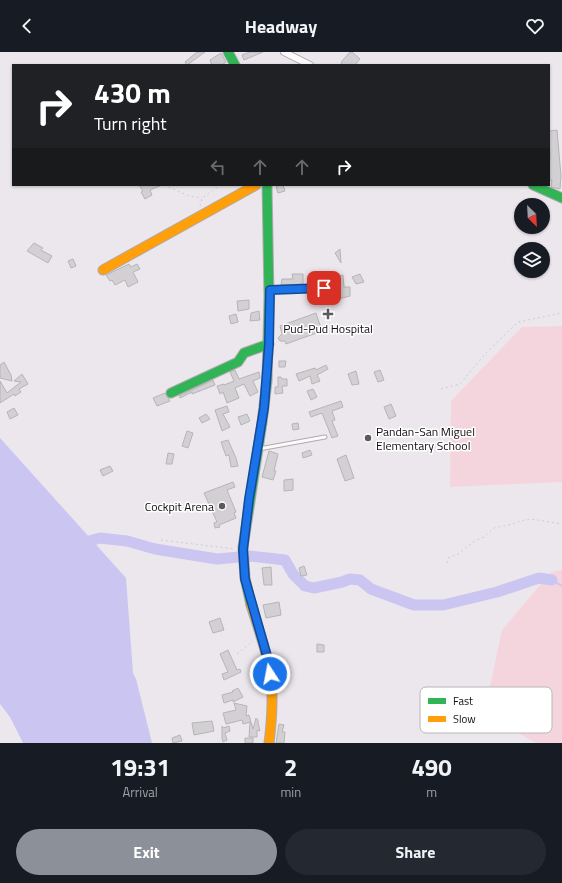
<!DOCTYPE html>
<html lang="en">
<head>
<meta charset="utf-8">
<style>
  :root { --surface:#171b24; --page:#242831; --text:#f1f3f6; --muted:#9ea1a6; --accent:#8c9099 }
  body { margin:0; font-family:"Titillium Web",sans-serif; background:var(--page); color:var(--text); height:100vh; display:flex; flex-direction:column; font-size:15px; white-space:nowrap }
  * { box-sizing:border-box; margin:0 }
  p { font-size:13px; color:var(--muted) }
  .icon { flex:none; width:22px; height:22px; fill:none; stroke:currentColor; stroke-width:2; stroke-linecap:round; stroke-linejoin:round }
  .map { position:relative; height:691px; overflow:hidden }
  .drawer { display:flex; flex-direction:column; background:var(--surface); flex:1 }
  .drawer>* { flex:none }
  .banner { position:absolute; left:12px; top:12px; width:538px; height:122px; border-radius:0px; box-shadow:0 1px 3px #0004; background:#202124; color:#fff; overflow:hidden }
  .needle { width:26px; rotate:156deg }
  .buttons { position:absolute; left:514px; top:146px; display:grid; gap:8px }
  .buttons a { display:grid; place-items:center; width:36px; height:36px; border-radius:50%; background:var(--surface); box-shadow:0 1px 3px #0004; font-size:20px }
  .pin { position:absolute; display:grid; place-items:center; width:34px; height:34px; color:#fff; margin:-17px; border-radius:8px; box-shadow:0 2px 6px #0006 }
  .me { position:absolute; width:44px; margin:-22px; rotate:349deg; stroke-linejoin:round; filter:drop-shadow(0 0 3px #0008) }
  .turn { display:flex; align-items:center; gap:14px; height:84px; padding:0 16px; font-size:18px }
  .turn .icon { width:52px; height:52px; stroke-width:2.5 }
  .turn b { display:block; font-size:28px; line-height:34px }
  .lanes { display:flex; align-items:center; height:38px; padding:0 16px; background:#0003; justify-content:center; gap:20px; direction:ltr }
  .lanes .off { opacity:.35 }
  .eta { display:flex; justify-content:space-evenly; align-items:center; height:68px; text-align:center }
  .eta b { font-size:24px; font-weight:700; line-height:28px }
  .action { display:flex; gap:8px; margin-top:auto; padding:8px 16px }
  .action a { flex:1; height:46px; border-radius:24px; background:var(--accent); color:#fff; font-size:16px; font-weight:700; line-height:46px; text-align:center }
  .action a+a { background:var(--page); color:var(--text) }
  header { display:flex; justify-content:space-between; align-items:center; height:52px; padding:0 16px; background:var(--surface); font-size:18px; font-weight:700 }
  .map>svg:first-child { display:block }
</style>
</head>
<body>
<header><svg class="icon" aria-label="back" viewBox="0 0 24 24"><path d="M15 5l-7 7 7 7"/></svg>Headway<svg class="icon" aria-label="heart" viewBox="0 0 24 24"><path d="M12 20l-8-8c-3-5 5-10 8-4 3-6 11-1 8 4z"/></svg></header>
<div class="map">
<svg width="562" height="691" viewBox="0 0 562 691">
  <rect width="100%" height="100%" fill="#ece7ec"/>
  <!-- green -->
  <path fill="#f5d5dd" d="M 562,274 L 562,430 L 450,435 L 451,349 L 522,275 Z
    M 562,518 L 562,691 L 536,691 L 484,662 L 502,578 L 551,520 Z"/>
  <!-- water -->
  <path fill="#cac6f1" d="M 0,386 L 126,526 L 133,621 L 136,627 L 152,691 L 23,691 L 10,665 L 0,652 Z"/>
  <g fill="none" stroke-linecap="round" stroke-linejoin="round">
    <!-- stream -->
    <path stroke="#cac6f1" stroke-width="2" d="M 552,528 L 562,534"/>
    <!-- river -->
    <path stroke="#cac6f1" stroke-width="11" d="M 79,492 L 100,486 L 127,489 L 155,497 L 217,507 L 239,505
      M 250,504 L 285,508 L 293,522 L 305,534 L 314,536 L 342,530 L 350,527 L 360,528 L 371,537 L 414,553 L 443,553 L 497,540 L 539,526 L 552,528"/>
  </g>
  <!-- building -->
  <path fill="#d3d0d4" stroke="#b7b4b8" d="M 197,0 L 205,0 L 187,13 L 185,10 Z
    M 250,0 L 263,0 L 244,8 L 242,3 Z
    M 350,0 L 352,0 L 360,7 L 355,13 L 341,13 L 342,9 Z
    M 221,1 L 226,10 L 222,13 L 212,13 L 210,8 Z
    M 557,78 L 561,124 L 560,137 L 551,135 L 552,128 L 549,129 L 549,108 L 550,108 L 549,79 Z
    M 139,133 L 162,133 L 150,138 L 152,143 L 145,147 L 141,140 L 143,139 Z
    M 280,133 L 283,133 L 285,139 L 278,141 L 276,135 Z
    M 34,191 L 43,196 L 41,198 L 52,204 L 48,211 L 27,199 Z
    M 340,197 L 341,211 L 335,201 Z
    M 73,207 L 76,214 L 71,216 L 68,209 Z
    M 129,212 L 131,215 L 137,212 L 140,217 L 133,220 L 138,230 L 128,235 L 125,228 L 115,233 L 112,228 L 110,229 L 106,223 Z
    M 323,220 L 324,232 L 314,232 L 314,221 Z
    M 292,222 L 303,222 L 303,232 L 281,233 L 282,227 L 293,227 Z
    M 360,222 L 364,230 L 356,232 L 352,225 Z
    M 343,223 L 344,235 L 350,235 L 350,244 L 326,250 L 326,240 L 328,236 L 336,235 L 335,224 Z
    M 249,248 L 249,257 L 238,259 L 237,249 Z
    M 259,259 L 260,268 L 250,269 L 251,261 Z
    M 316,261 L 322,279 L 286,292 L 285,289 L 280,289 L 278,286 L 282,282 L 280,274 Z
    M 236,262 L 238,270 L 231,272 L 229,264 Z
    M 279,309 L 286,309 L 285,315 L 279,315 Z
    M 4,310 L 11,323 L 12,329 L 0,326 L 0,313 Z
    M 326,313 L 328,317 L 317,323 L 320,329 L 312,332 L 310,324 L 299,329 L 296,322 L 315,316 L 316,318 Z
    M 235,318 L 239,327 L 259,320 L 260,326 L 253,329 L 258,340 L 250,344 L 244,332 L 235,336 L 239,346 L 227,351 L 223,340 L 220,342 L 217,334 L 224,332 L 224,333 L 234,329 L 230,320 Z
    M 380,318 L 384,328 L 378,330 L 374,320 Z
    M 356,319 L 359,332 L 352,333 L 348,322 Z
    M 22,322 L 28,332 L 19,337 L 21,340 L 15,344 L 14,342 L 0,351 L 0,329 L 7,341 L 21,330 L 14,329 Z
    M 278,325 L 281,325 L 282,327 L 287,327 L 287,334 L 282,334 L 283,341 L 275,342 L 275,335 L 278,335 Z
    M 213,328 L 215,333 L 192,342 L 192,340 L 180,346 L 179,344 Z
    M 313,337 L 317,345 L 311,348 L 307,339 Z
    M 165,341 L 170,349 L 157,354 L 153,346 Z
    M 341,349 L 343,355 L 332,359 L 335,368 L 332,369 L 338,384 L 332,386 L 322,361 L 311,365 L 309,360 Z
    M 391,352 L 396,364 L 389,367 L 384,355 Z
    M 227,354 L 229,360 L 223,362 L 230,375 L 222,379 L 215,358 Z
    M 14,356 L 18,363 L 10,367 L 7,360 Z
    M 206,362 L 210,367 L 202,371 L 199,366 Z
    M 247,362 L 250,369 L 241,373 L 238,365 Z
    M 298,371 L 299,377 L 293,378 L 292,372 Z
    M 187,379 L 193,381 L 188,396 L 182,394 Z
    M 228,388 L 236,406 L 238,414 L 231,415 L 229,403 L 226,404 L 221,390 Z
    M 310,398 L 312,403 L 303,406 L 302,401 Z
    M 269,399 L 278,402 L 274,419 L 276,419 L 273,428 L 262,425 Z
    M 168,401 L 174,402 L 172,412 L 166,412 Z
    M 346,403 L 354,426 L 345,429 L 337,407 Z
    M 110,414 L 113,419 L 103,424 L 100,418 Z
    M 293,427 L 293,438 L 284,439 L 284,428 Z
    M 233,430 L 235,435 L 227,438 L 236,460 L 234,461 L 236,466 L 219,473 L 220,475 L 215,476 L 214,471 L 217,470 L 204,441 Z
    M 304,514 L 307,523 L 301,524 L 299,516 Z
    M 271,515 L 272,533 L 264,533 L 262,516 Z
    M 279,550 L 281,563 L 266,566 L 263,553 Z
    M 220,566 L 224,578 L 213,581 L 209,570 Z
    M 317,592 L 324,593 L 324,600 L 317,600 Z
    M 228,598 L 237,618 L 240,617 L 241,620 L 224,628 L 222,622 L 228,620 L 220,602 Z
    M 238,636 L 243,645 L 233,650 L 233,648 L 224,651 L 222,643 L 233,640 L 232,639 Z
    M 234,651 L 247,654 L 246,664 L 249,663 L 253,677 L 256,666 L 258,668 L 258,671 L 260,679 L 257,678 L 257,685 L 249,685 L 250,670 L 243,672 L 242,668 L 226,672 L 223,661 L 236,658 Z
    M 212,669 L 214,679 L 194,683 L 192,671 Z
    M 279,672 L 284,673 L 282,680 L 285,680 L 284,691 L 276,691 Z
    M 222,674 L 223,676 L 229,674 L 230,679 L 225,681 L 227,688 L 223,690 L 222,686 Z
    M 180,683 L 182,689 L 173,691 L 172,686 Z
    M 245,686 L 253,686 L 253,691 L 245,691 Z"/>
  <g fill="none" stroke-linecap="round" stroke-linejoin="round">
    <!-- lane casing -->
    <g stroke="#aeaaae" stroke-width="5">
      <path id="lane" d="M 259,397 L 325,385"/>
    </g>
    <!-- street casing -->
    <g stroke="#aeaaae" stroke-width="8">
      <path id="street" d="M 284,0 L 310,13
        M 270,238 L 324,236"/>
    </g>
    <!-- fast casing -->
    <g stroke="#aeaaae" stroke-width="11">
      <path id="fast" d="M 228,0 L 235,13
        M 533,133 L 562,146
        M 171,341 L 238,310 L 244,301 L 269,292
        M 251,553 L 245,526 L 243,495 L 262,371 L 267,329 L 269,245 L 267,133"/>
    </g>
    <!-- slow casing -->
    <g stroke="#aeaaae" stroke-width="11">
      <path id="slow" d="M 103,218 L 256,133
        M 251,553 C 258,575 266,597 270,619 C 274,643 272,667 269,691"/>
    </g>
    <!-- path -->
    <path stroke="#cdcdcd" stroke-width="1" stroke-dasharray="2 3" stroke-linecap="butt" d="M 164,133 L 189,144 L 202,146
      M 200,154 L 202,146 L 221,133
      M 441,337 L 460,332 L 486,301 L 518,270 L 562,261
      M 161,488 L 235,497
      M 447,511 L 448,506 L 458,502 L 475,489 L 484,485 L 494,476 L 513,472 L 520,469 L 531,467 L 562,472
      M 237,602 L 253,589"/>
    <!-- lane -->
    <use href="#lane" stroke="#fcfbfc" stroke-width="3"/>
    <!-- street -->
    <use href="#street" stroke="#fcfbfc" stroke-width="6"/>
    <!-- fast -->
    <use href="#fast" stroke="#30b455" stroke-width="9"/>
    <!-- slow -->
    <use href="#slow" stroke="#ff9f0a" stroke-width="9"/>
  </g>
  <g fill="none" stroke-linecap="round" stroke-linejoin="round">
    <!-- route casing -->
    <g stroke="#114b97" stroke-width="10">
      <path id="route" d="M 270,622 L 269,611 L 245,527 L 243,498 L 249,447 L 264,356 L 269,292 L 270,238 L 324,236"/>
    </g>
    <!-- route -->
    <use href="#route" stroke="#1a73e8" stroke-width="7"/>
  </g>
  <!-- markers -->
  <g fill="#5d595d" stroke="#fff" stroke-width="1.5">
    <path d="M326 256h4v4h4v4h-4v4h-4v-4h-4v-4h4z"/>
    <circle cx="368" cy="386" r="4"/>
    <circle cx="222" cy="454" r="4"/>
  </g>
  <g text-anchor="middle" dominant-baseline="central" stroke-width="3" stroke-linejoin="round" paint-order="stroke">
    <!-- poi labels -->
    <g font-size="12" fill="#100d10" stroke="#fff">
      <text x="328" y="276">Pud-Pud Hospital</text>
      <text x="376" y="379" text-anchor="start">Pandan-San Miguel<tspan x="376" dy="14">Elementary School</tspan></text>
      <text x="214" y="454" text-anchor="end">Cockpit Arena</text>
    </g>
  </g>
  <!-- legend -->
  <rect x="420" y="635" width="132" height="46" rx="6" fill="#fff" stroke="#b7b6b7" stroke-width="1"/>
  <rect x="428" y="646" width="18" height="6" fill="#30b455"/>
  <rect x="428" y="664" width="18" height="6" fill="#ff9f0a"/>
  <g font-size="11" fill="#100d10">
    <text x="453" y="653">Fast</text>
    <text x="453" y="671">Slow</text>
  </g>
</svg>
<div class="buttons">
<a><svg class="needle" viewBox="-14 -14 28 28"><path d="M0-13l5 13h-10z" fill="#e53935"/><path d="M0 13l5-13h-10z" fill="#9ea1a6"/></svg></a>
<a><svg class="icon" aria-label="layers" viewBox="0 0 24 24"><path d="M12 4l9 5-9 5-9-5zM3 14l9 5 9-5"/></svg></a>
</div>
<div class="pin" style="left:324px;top:236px;background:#d93025"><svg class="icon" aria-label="arrive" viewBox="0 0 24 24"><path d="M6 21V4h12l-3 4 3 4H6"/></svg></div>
<svg class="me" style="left:270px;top:622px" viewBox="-20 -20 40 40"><circle r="17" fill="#1a73e8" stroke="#fff" stroke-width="3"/><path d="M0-11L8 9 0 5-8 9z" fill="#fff"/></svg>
<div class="banner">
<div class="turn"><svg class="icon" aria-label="right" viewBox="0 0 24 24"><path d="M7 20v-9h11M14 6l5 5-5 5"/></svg><div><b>430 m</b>Turn right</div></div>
<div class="lanes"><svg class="icon off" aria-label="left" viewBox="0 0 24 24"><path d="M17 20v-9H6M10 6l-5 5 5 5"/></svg><svg class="icon off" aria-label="ahead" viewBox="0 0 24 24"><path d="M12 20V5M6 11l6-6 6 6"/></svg><svg class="icon off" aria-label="ahead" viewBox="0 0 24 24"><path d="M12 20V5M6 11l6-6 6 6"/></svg><svg class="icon" aria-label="right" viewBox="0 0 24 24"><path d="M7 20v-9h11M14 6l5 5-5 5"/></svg></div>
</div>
</div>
<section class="drawer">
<div class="eta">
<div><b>19:31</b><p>Arrival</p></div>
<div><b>2</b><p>min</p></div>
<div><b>490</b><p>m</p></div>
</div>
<div class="action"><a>Exit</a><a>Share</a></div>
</section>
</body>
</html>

* WORK ORDER
Report all lines of the data that include the word "place".

* WRITTEN RESPONSE
  .buttons a { display:grid; place-items:center; width:36px; height:36px; border-radius:50%; background:var(--surface); box-shadow:0 1px 3px #0004; font-size:20px }
  .pin { position:absolute; display:grid; place-items:center; width:34px; height:34px; color:#fff; margin:-17px; border-radius:8px; box-shadow:0 2px 6px #0006 }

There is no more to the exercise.